Look at me! I’m so sexy:)
If you are looking at wanting to homestead, I strongly recommend that you do your research. Watch Alaska the Last Frontier, the Kilcher clan’s life is not an easy one. Read blogs, articles, and books on homesteading. There is a lot of valuable advice out there to let you know of the perils and triumphs of a lifestyle that is not for everyone.
Simple advice if you want to try homesteading:
- Have a plan. Planning is key to making homesteading work. The nearest town may be many miles away. That quick trip to the store may take you forty-five minutes or more just to get there. And another forty-five or so to get back home. Thinking about ordering a pizza? Be prepared to go get it. Delivery? Not likely. Making lists, setting priorities and knowing what your goals are will guide you with your planning.
- Don’t go into debt. Getting started in homesteading can be expensive. The seeds you buy or the plants you bought to grow your own food may not grow. The weather may rain on your parade of crops to the point they rot making all your efforts fruitless. Plan…for the unknown.

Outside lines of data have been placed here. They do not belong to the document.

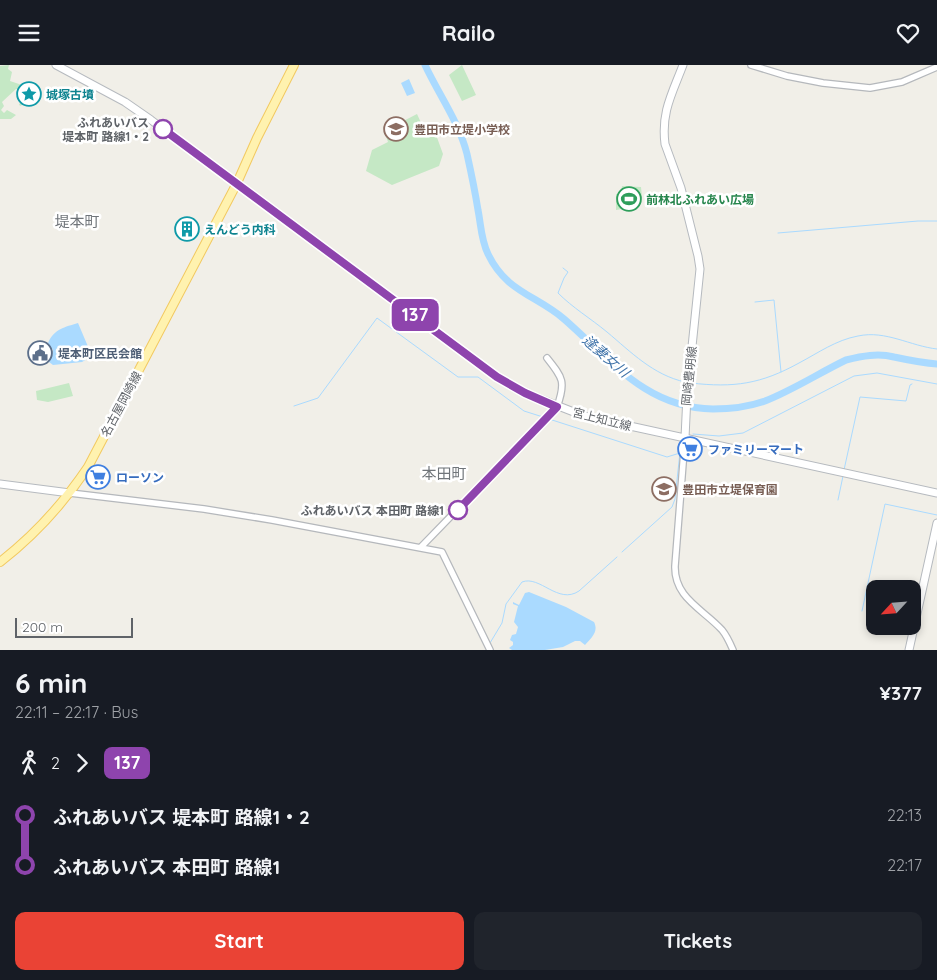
<!DOCTYPE html>
<meta charset="utf-8">
<style>
:root{--surface:#171b24;--page:#20242c;--text:#f1f3f6;--muted:#9ea1a6;--accent:#ea4335}
body{margin:0;font-family:Quicksand,"Noto Sans JP",sans-serif;background:var(--page);color:var(--text);height:100vh;display:flex;flex-direction:column;font-size:19px;white-space:nowrap}
*{box-sizing:border-box;margin:0}
p{font-size:16px;color:var(--muted)}
.icon{flex:none;width:28px;height:28px;fill:none;stroke:currentColor;stroke-width:2;stroke-linecap:round;stroke-linejoin:round}
.map{position:relative;height:585px;overflow:hidden}
.panel{display:flex;flex-direction:column;background:var(--surface);flex:1}
.panel>*{flex:none}
.badge{padding:0 10px;border-radius:8px;font-size:18px;line-height:32px}
.needle{width:32px;rotate:244deg}
.tools{position:absolute;left:866px;top:515px;display:grid;gap:10px}
.tools a{display:grid;place-items:center;width:55px;height:55px;border-radius:10px;background:var(--surface);box-shadow:0 2px 8px #0003;font-size:25px}
.scale{position:absolute;left:15px;bottom:12px;width:118px;box-sizing:border-box;padding-left:5px;border:2px solid #5f6368;border-top:0;font-size:14px;line-height:18px;white-space:nowrap;color:#5f6368;-webkit-text-stroke:4px #fff;paint-order:stroke}
.map>.badge{position:absolute;translate:-50% -50%;box-shadow:0 0 0 2px #fff}
.legs{display:flex;align-items:center;gap:8px;height:55px;padding:0 15px;font-size:16px}
.legs p{margin-inline-start:auto}
.summary{display:flex;align-items:center;justify-content:space-between;height:85px;padding:0 15px}
h1{font-size:28px;font-weight:700;line-height:38px}
.action{display:flex;gap:10px;margin-top:auto;padding:10px 15px}
.action a{flex:1;height:58px;border-radius:10px;background:var(--accent);color:#fff;font-size:20px;font-weight:700;line-height:58px;text-align:center}
.action a+a{background:var(--page);color:var(--text)}
ul{padding:0 15px;list-style:none}
li{display:flex;align-items:center;gap:18px;height:50px;font-size:19px}
li i{display:grid;place-items:center;width:8px;height:100%;margin:0 6px;background:currentColor}
li i::after{content:'';width:12px;height:12px;margin:-6px;border:4px solid;border-radius:50%;background:var(--surface)}
li p{margin-inline-start:auto}
li:first-child i{background:linear-gradient(#0000 50%,currentColor 0)}
li:last-child i{background:linear-gradient(currentColor 50%,#0000 0)}
header{display:flex;justify-content:space-between;align-items:center;height:65px;padding:0 15px;background:var(--surface);font-size:22px;font-weight:700}
.map>svg:first-child{display:block}
.green{fill:#c5e8c5}
.water{fill:#aadaff}
.lines{fill:none;stroke-linecap:round;stroke-linejoin:round}
.stream{stroke:#aadaff;stroke-width:1}
.river{stroke:#aadaff;stroke-width:7}
.tertiary-casing{stroke:#b5b8bc;stroke-width:8}
.secondary-casing{stroke:#b6babf;stroke-width:9}
.primary-casing{stroke:#f2c960;stroke-width:10}
.tertiary{stroke:#fff;stroke-width:5.5}
.secondary{stroke:#fff;stroke-width:7}
.primary{stroke:#fff2af;stroke-width:8}
.line-1-casing{stroke:#fff;stroke-width:11}
.line-1{stroke:#8e44ad;stroke-width:8}
.stop-1-dot{fill:#fff;stroke:#8e44ad;stroke-width:2.5}
.labels{text-anchor:middle;dominant-baseline:central;stroke-width:5;stroke-linejoin:round;paint-order:stroke}
.culture-label{font-size:12px;font-weight:bold;fill:#0d838f;stroke:#fff;text-anchor:start}
.stop-label{font-size:12px;font-weight:bold;fill:#5f6368;stroke:#fff;text-anchor:end}
.education-label{font-size:12px;font-weight:bold;fill:#785e54;stroke:#fff;text-anchor:start}
.leisure-label{font-size:12px;font-weight:bold;fill:#27864d;stroke:#fff;text-anchor:start}
.service-label{font-size:12px;font-weight:bold;fill:#4e5e75;stroke:#fff;text-anchor:start}
.street-label{font-size:12px;fill:#5f6368;stroke:#fff}
.shop-label{font-size:12px;font-weight:bold;fill:#366cbe;stroke:#fff;text-anchor:start}
.water-label{font-size:14px;font-style:italic;fill:#4174aa;stroke:#fff}
.quarter-label{font-size:15px;fill:#70757a;stroke:#fff}
</style>
<header><svg class="icon" aria-label="menu" viewBox="0 0 24 24"><path d="M4 6h16M4 12h16M4 18h16"/></svg>Railo<svg class="icon" aria-label="heart" viewBox="0 0 24 24"><path d="M12 20l-8-8c-3-5 5-10 8-4 3-6 11-1 8 4z"/></svg></header>
<div class="map">
<svg width="937" height="585" viewBox="0 0 937 585">
<rect width="100%" height="100%" fill="#f1efe8"/>
<path class="green" d="M9,0L8,4L12,7L10,16L22,20L25,33L21,41L19,40L23,30L20,25L16,24L2,37L4,41L1,45L4,48L7,45L16,50L11,54H0V1Z
M462,0L476,30L462,36L449,10Z
M417,49L423,62H426L435,67L443,89L439,101L392,120L366,106L372,85L388,77L384,66Z
M622,121L641,122L642,132L639,136L640,141L616,145V129H621Z
M69,318L73,331L48,337L37,335L36,326Z"/>
<path class="water" d="M409,14L415,28L407,31L401,18Z
M78,258L92,291L82,297L53,300L49,297L52,291L53,285L48,278C54,264 65,262 78,258Z
M529,527L566,542L594,557C599,567 591,573 585,580L580,576H575L563,582L545,585H512L509,583L513,580V577L510,575L512,570L516,569L518,562L514,557L518,541L513,539V537L519,540L525,528Z"/>
<g class="lines">
<path class="stream" d="M778,168L918,156H937
M563,203L568,207L564,213L558,228C573,243 590,253 607,267C631,287 653,310 685,317
M755,237L774,235L781,307
M691,318C734,323 761,319 799,298C818,288 836,275 858,271C886,265 910,281 937,284
M294,341L318,333L377,253L458,312H478L524,346L543,352
M549,354L667,392L680,388
M693,369L719,371L743,368L854,311L877,308L937,319
M844,405L860,332L906,336L910,320L912,319
M838,435L843,411
M622,487L672,442L675,434L680,387
M862,546L885,439L937,450
M490,578L502,558L506,539L522,517C540,510 558,540 579,526L617,492"/>
<path class="river" d="M425,0C439,30 459,57 467,89C471,107 475,126 478,145C481,160 481,175 488,189C506,227 536,230 564,254C611,295 646,343 713,344C730,344 748,342 765,336C793,325 819,308 846,295C862,291 878,288 894,292C908,295 922,298 937,299"/>
<g class="tertiary-casing">
<path id="tertiary" d="M751,0L787,11L823,18L870,23L902,17L937,2
M685,373L675,501C674,533 703,544 722,565C727,571 730,578 733,585
M70,428L204,444L272,455L442,487L490,585
M421,482L557,342C566,317 563,313 547,293"/>
</g>
<g class="secondary-casing">
<path id="secondary" d="M56,0L125,37L151,55L497,312L525,328L584,351L937,428
M683,0C672,29 661,47 665,79L681,123L698,191L700,204L687,330L685,373
M0,419L70,428
M909,585L937,458"/>
</g>
<g class="primary-casing">
<path id="primary" d="M0,497C35,470 63,439 88,402L237,118L257,73L294,0"/>
</g>
<use href="#tertiary" class="tertiary"/>
<use href="#secondary" class="secondary"/>
<use href="#primary" class="primary"/>
</g>
<g class="lines">
<g class="line-1-casing">
<path id="line-1" d="M163,64L497,312L525,328L557,342L458,445"/>
</g>
<use href="#line-1" class="line-1"/>
</g>
<defs>
<g id="sight-ring" transform="scale(1.25)"><circle r="9.5" fill="#fff" stroke="#0f9aa8" stroke-width="1.5"/><path d="M0-6L1.8-2.2L6-1.7L2.9 1.2L3.7 5.4L0 3.3L-3.7 5.4L-2.9 1.2L-6-1.7L-1.8-2.2Z" fill="#0f9aa8"/></g>
<g id="school-ring" transform="scale(1.25)"><circle r="9.5" fill="#fff" stroke="#8d6e63" stroke-width="1.5"/><path d="M0-5L7-2L0 1L-7-2ZM-4 1L0 2.5L4 1V4Q0 6-4 4Z" fill="#8d6e63"/></g>
<g id="stadium-ring" transform="scale(1.25)"><circle r="9.5" fill="#fff" stroke="#2e9e5b" stroke-width="1.5"/><path d="M0-5a6.5 5 0 1 0 0 10a6.5 5 0 1 0 0-10ZM-3.5-1.8h7v3.6h-7Z" fill="#2e9e5b"/></g>
<g id="building-ring" transform="scale(1.25)"><circle r="9.5" fill="#fff" stroke="#0f9aa8" stroke-width="1.5"/><path d="M-4-6H4V6H1V3H-1V6H-4ZM-2.5-4.3h1.7v1.8h-1.7ZM.8-4.3h1.7v1.8H.8ZM-2.5-1h1.7V.8h-1.7ZM.8-1h1.7V.8H.8Z" fill="#0f9aa8"/></g>
<g id="civic-ring" transform="scale(1.25)"><circle r="9.5" fill="#fff" stroke="#5c6f8a" stroke-width="1.5"/><path d="M-.6-6.5H3V-4.5H.6V-3L4-1V1h2V6H-6V1h2V-1L-.6-3ZM-1.2 2.5V6h2.4V2.5Z" fill="#5c6f8a"/></g>
<g id="supermarket-ring" transform="scale(1.25)"><circle r="9.5" fill="#fff" stroke="#3f7fe0" stroke-width="1.5"/><path d="M-6-5.5h2.5l.6 2H6L4.5 2H-2.5L-4.4-4H-6ZM-1.5 3.2a1.3 1.3 0 1 0 .1 0ZM3 3.2a1.3 1.3 0 1 0 .1 0Z" fill="#3f7fe0"/></g>
</defs>
<g fill-rule="evenodd">
<use href="#sight-ring" x="29" y="29"/>
<use href="#school-ring" x="396" y="64"/>
<use href="#stadium-ring" x="629" y="134"/>
<use href="#building-ring" x="187" y="164"/>
<use href="#civic-ring" x="40" y="288"/>
<use href="#supermarket-ring" x="690" y="384"/>
<use href="#supermarket-ring" x="98" y="412"/>
<use href="#school-ring" x="664" y="424"/>
</g>
<g class="stop-1-dot">
<circle cx="163" cy="64" r="9"/>
<circle cx="458" cy="445" r="9"/>
</g>
<g class="labels">
<g class="culture-label">
<text x="46" y="29">城塚古墳</text>
<text x="204" y="164">えんどう内科</text>
</g>
<g class="stop-label">
<text x="149" y="57">ふれあいバス<tspan x="149" dy="14">堤本町 路線1・2</tspan></text>
<text x="444" y="445">ふれあいバス 本田町 路線1</text>
</g>
<g class="education-label">
<text x="414" y="64">豊田市立堤小学校</text>
<text x="682" y="424">豊田市立堤保育園</text>
</g>
<g class="leisure-label">
<text x="646" y="134">前林北ふれあい広場</text>
</g>
<g class="service-label">
<text x="58" y="288">堤本町区民会館</text>
</g>
<g class="street-label">
<text transform="translate(689 311) rotate(-84)">岡崎豊明線</text>
<text transform="translate(121 339) rotate(-62)">名古屋岡崎線</text>
<text transform="translate(602 354) rotate(14)">宮上知立線</text>
</g>
<g class="shop-label">
<text x="708" y="384">ファミリーマート</text>
<text x="116" y="412">ローソン</text>
</g>
<g class="water-label">
<text transform="translate(606 291) rotate(41)">逢妻女川</text>
</g>
<g class="quarter-label">
<text x="77" y="156">堤本町</text>
<text x="444" y="408">本田町</text>
</g>
</g>
</svg>
<div class="tools">
<a><svg class="needle" viewBox="-14 -14 28 28"><path d="M0-13l5 13h-10z" fill="#e53935"/><path d="M0 13l5-13h-10z" fill="#9ea1a6"/></svg></a>
</div>
<div class="scale">200 m</div>
<b class="badge" style="left:415px;top:250px;background:#8e44ad;color:#fff">137</b>
</div>
<section class="panel">
<div class="summary"><div><h1>6 min</h1><p>22:11 – 22:17 · Bus</p></div><b>¥377</b></div>
<div class="legs"><svg class="icon" aria-label="walk" viewBox="0 0 24 24"><circle cx="13" cy="4" r="2"/><path d="M13 8l-2 6 4 7M11 14l-3 7M7 12l3-4h3l4 4"/></svg>2<svg class="icon" aria-label="forward" viewBox="0 0 24 24"><path d="M9 5l7 7-7 7"/></svg><b class="badge" style="background:#8e44ad;color:#fff">137</b></div>
<ul>
<li><i style="color:#8e44ad"></i><b>ふれあいバス 堤本町 路線1・2</b><p>22:13</p></li>
<li><i style="color:#8e44ad"></i><b>ふれあいバス 本田町 路線1</b><p>22:17</p></li>
</ul>
<div class="action"><a>Start</a><a>Tickets</a></div>
</section>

- Start small. When you first begin homesteading the tendency may be to go big. For example, if you want to grow your own vegetables, start with some raised beds and see what will grow and what won’t. You don’t need to invest in an expensive tractor with all the implements only to have all those seeds you planted with your “must have” machine have a germination rate of 20%. Take a step by step approach to becoming self sufficient. Small steps lessen the pain of failure, but those small steps provide valuable insight into growth for future successes.
Homesteading can be a wonderful way of life. There are a lot of blogs devoted to homesteading filled with advice and how-to’s. Subscribe to some. Interested in bees? Join a beekeepers organization. Want to raise cows? Find a cattlemen s’ association to belong to. You’ll gain knowledge about the industry and meet new friends. Visit a farmer’s market. Talk with the vendors there and ask questions. Most are more than willing to share their knowledge with you.